Можно двигаться в путь. Ему надо успеть догнать Сашу.
* * *
Саша знала, что он ее догонит, и чувствовала себя при этом прекрасно – как девушка, у которой только-только намечается новый роман. Вот эта смесь ожидания, волнения, неизведанности. Смешно, конечно, все это ощущать с собственным мужем после почти трех лет расставания, но тем не менее… даже утренний внештатный инцидент с пропажей кольца, который в другой ситуации выбил бы ее из колеи на целый день, сейчас – чем дальше она отходила от гостиницы – казался всего лишь неприятностью, которая обязательно разрешится. Потому что он рядом. И ни разу не произнес слово «развод».
Глупо? Еще как глупо, и ведь давно уже запретила себе верить в небывальщины, а вот Дима появился, и сердце снова забилось сумасшедше. Откуда-то появилась наивная вера в чудо.
Саша шла по направлению к скверу и глубоко дышала, вбирая в себя свежий августовский воздух, – наслаждалась днем. В садах разноцветными шапками пестрели флоксы. Хотелось подойти поближе и почувствовать их сладковатый запах. Небо было чистое-чистое, едва уловимого серого оттенка – предвестника холодов.
Она приехала сюда три года назад, почти наугад, и ни разу потом не пожалела.
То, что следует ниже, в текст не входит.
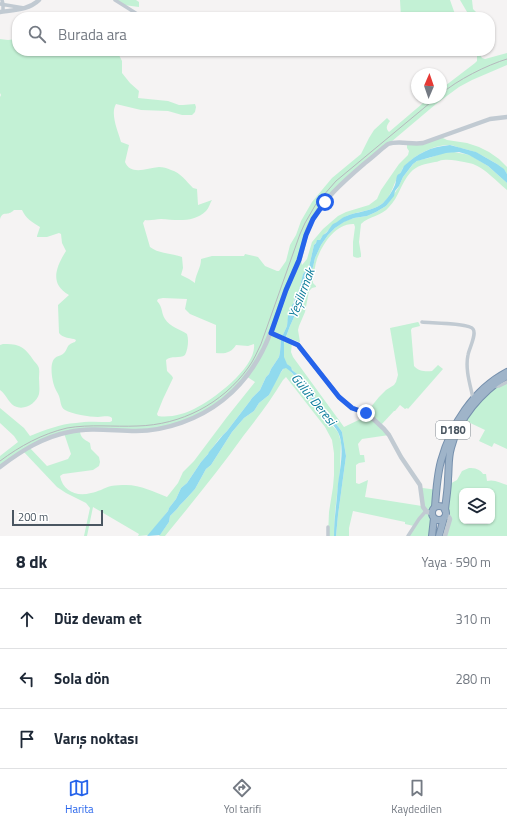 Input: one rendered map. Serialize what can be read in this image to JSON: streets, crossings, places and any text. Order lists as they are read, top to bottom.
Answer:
{
  "streets": {
    "highway": ["D180"]
  },
  "water": ["Yeşilırmak", "Gülüt Deresi"],
  "scale_bar": "200 m",
  "north": "top",
  "page": {
    "search": "Burada ara",
    "scale": "200 m",
    "heading": ["8 dk", "Yaya · 590 m"],
    "list": [
      ["Düz devam et", "310 m"],
      ["Sola dön", "280 m"],
      "Varış noktası"
    ],
    "nav": ["Harita", "Yol tarifi", "Kaydedilen"]
  }
} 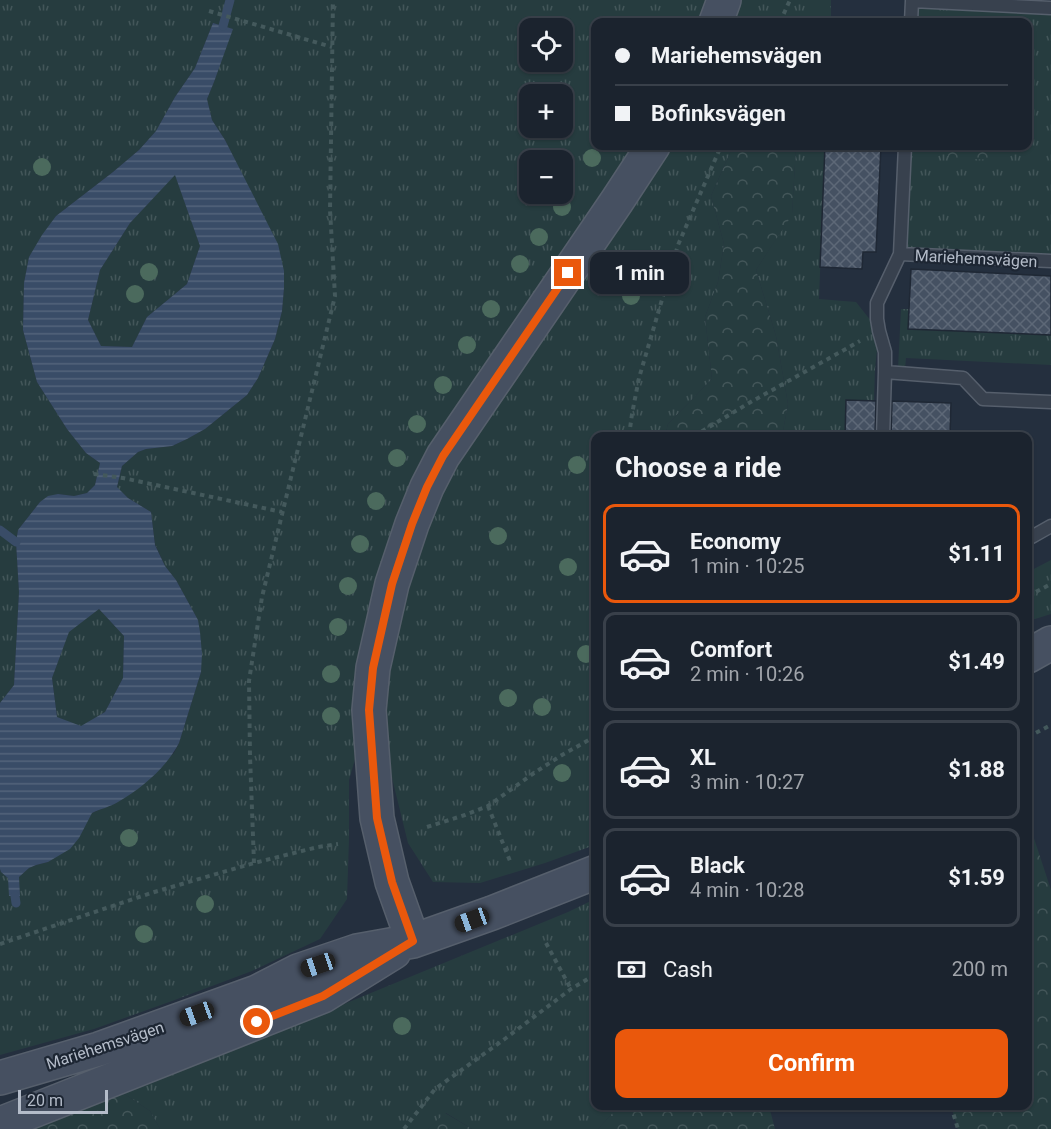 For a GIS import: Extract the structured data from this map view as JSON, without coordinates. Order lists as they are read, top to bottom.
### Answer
{
  "streets": {
    "street": ["Mariehemsvägen"]
  },
  "scale_bar": "20 m",
  "page": {
    "map_buttons": ["+", "−"],
    "banner": ["Mariehemsvägen", "Bofinksvägen"],
    "bubble": "1 min",
    "heading": "Choose a ride",
    "list": [
      {
        "name": "Economy",
        "note": "1 min · 10:25",
        "value": "$1.11"
      },
      {
        "name": "Comfort",
        "note": "2 min · 10:26",
        "value": "$1.49"
      },
      {
        "name": "XL",
        "note": "3 min · 10:27",
        "value": "$1.88"
      },
      {
        "name": "Black",
        "note": "4 min · 10:28",
        "value": "$1.59"
      }
    ],
    "pay": ["Cash", "200 m"],
    "buttons": "Confirm",
    "scale": "20 m"
  }
} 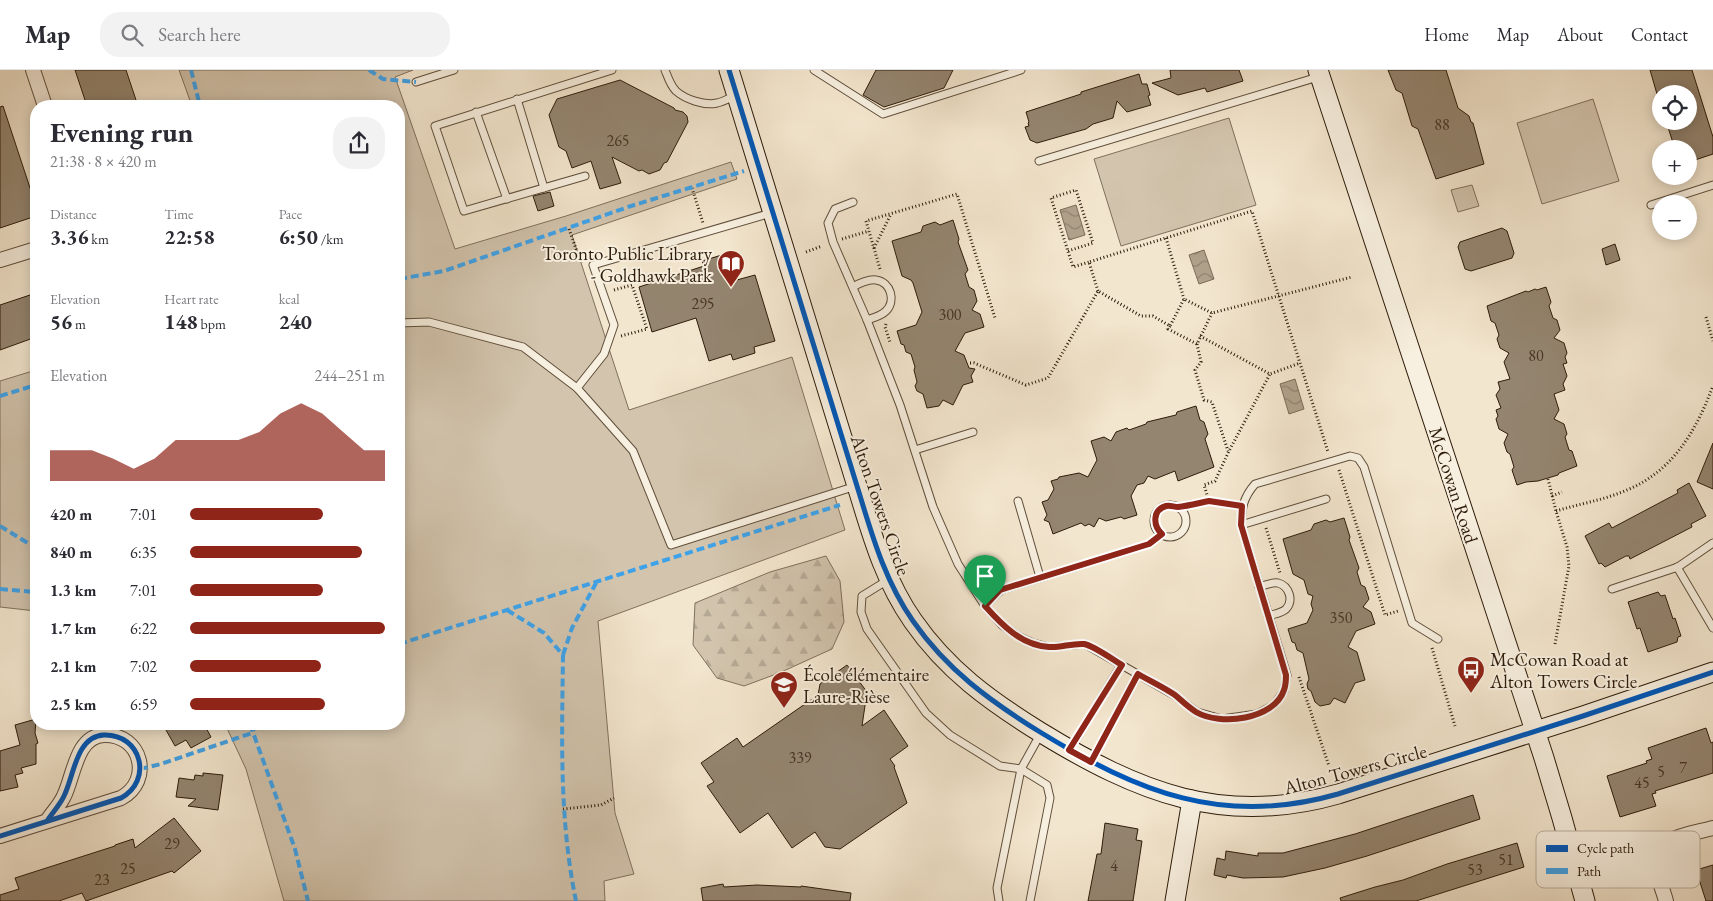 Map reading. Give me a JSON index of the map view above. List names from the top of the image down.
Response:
{
  "streets": {
    "street": ["McCowan Road", "Alton Towers Circle"]
  },
  "crossings": [
    ["McCowan Road", "Alton Towers Circle"]
  ],
  "places": {
    "library": ["Toronto Public Library - Goldhawk Park"],
    "bus stop": ["McCowan Road at Alton Towers Circle"],
    "school or university": ["École élémentaire Laure-Rièse"]
  },
  "house_numbers": [
    "88",
    "265",
    "295",
    "300",
    "80",
    "350",
    "339",
    "7",
    "5",
    "45",
    "29",
    "51",
    "4",
    "25",
    "53",
    "23"
  ],
  "legend": ["Cycle path", "Path"],
  "page": {
    "header": "Map",
    "search": "Search here",
    "nav": [
      "Home",
      "Map",
      "About",
      "Contact"
    ],
    "map_buttons": ["+", "−"],
    "heading": ["Evening run", "21:38 · 8 × 420 m"],
    "stats": [
      ["Distance", "3.36 km"],
      ["Time", "22:58"],
      ["Pace", "6:50 /km"],
      ["Elevation", "56 m"],
      ["Heart rate", "148 bpm"],
      ["kcal", "240"]
    ],
    "chart": ["Elevation", "244–251 m"],
    "list": [
      {
        "name": "420 m",
        "note": "7:01"
      },
      {
        "name": "840 m",
        "note": "6:35"
      },
      {
        "name": "1.3 km",
        "note": "7:01"
      },
      {
        "name": "1.7 km",
        "note": "6:22"
      },
      {
        "name": "2.1 km",
        "note": "7:02"
      },
      {
        "name": "2.5 km",
        "note": "6:59"
      }
    ]
  }
}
Тогда, понимая, что разрыв неминуем и надо что-то делать, Саша не знала, какой именно шаг предпринять. Больше всего она боялась дойти до той черты, когда в их квартире окажутся два совершенно чужих друг другу человека – не муж и жена, а соседи. Это так страшно – проснуться и увидеть рядом на подушке чужого человека. Саше хотелось опередить неизбежный момент, успеть уйти раньше, не дожидаться окончательного краха. Решение подсказала старая дореволюционная открытка. Откуда она взялась в их семье, Саша не знала, но, сколько себя помнила, открытка всегда лежала в коробочке с брошью. Брошь Саше подарили на восемнадцать лет – необычную, старинную, в виде веточки сирени. В простой день такую не наденешь, но к отдельным нарядам, особенно тем, что на выход, украшение удивительно шло, придавая облику неуловимый шарм. Жаль только, что пятилепесткового цветка на веточке не оказалось. Вот если бы она была ювелиром, то обязательно воспользовалась бы возможностью подарить женщине веру в счастье. В тот день три года назад Саша, перед тем как положить брошь на место после одинокого вечернего выхода в театр, взяла в руки открытку. Как удивительно старые вещи хранят дух своего времени. Саша разглядывала желтый картон с изображенным на нем цветущим парком и виднеющейся вдали колокольней, и ей казалось тогда, что она держит в своей руке застывший кусочек времени. Кому эта вещь принадлежала раньше? Ее подарили? Прислали по почте? Или это всего лишь купленная на память о поездке открытка? Ответов нет. Просто один из видов старого города. Саша перевернула открытку другой стороной и прочитала слова. Бледные, почти полностью выцветшие чернила, но разобрать написанное можно.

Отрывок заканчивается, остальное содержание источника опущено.